The liver has a dual blood supply, involving the hepatic artery and the portal vein. In addition to that, it has a well-developed collateral system, thus hepatic infarction (HI) is not a frequent ailment . HI occurs when both aforementioned major blood vessels are compromised, leading to ischemia of the liver parenchyma. This, in turn, leads to coagulative necrosis of hepatic tissue. Portal vein thrombosis is often the precipitating factor in HI. There are various causes of HI, including iatrogenic, infective, vascular, post-traumatic and coagulopathic events.

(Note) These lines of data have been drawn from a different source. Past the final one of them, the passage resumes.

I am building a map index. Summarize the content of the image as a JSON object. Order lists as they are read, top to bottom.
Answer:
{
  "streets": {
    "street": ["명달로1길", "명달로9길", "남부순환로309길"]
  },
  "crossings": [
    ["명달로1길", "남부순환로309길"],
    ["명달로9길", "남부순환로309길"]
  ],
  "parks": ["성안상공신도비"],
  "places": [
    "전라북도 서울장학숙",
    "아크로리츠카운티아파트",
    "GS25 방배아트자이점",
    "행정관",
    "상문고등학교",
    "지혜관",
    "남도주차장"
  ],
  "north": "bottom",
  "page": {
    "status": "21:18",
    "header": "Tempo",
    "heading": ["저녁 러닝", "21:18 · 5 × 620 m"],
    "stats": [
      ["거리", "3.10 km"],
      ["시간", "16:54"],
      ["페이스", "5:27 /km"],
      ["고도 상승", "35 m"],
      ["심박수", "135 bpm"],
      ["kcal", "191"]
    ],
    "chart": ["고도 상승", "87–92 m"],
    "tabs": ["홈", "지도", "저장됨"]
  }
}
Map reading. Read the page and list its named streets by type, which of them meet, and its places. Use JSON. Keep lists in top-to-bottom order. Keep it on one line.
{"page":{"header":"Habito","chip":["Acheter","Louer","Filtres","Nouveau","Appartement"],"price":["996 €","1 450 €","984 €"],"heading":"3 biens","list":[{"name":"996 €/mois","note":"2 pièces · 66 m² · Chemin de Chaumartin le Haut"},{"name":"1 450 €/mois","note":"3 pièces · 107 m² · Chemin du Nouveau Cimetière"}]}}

Examples of specific conditions that predispose to HI include those that compromise blood flow to the liver, that is, hypercoagulable states, portal vein thrombosis, hepatic artery occlusion and atherosclerosis. Further, the situations that increase an individual's susceptibility to HI include diabetes, hypovolemia and shock, sepsis and biliary tree disease. Recorded iatrogenic factors include surgical interventions, both open and laparoscopic, liver transplant, and vascular procedures such as trans-catheter arterial embolization and intra-arterial chemoinfusion . Other elements that increase the risk of HI entail vasoconstrictors that act centrally (thus affecting the blood supply of abdominal organs), atherosclerosis and pancreatitis   .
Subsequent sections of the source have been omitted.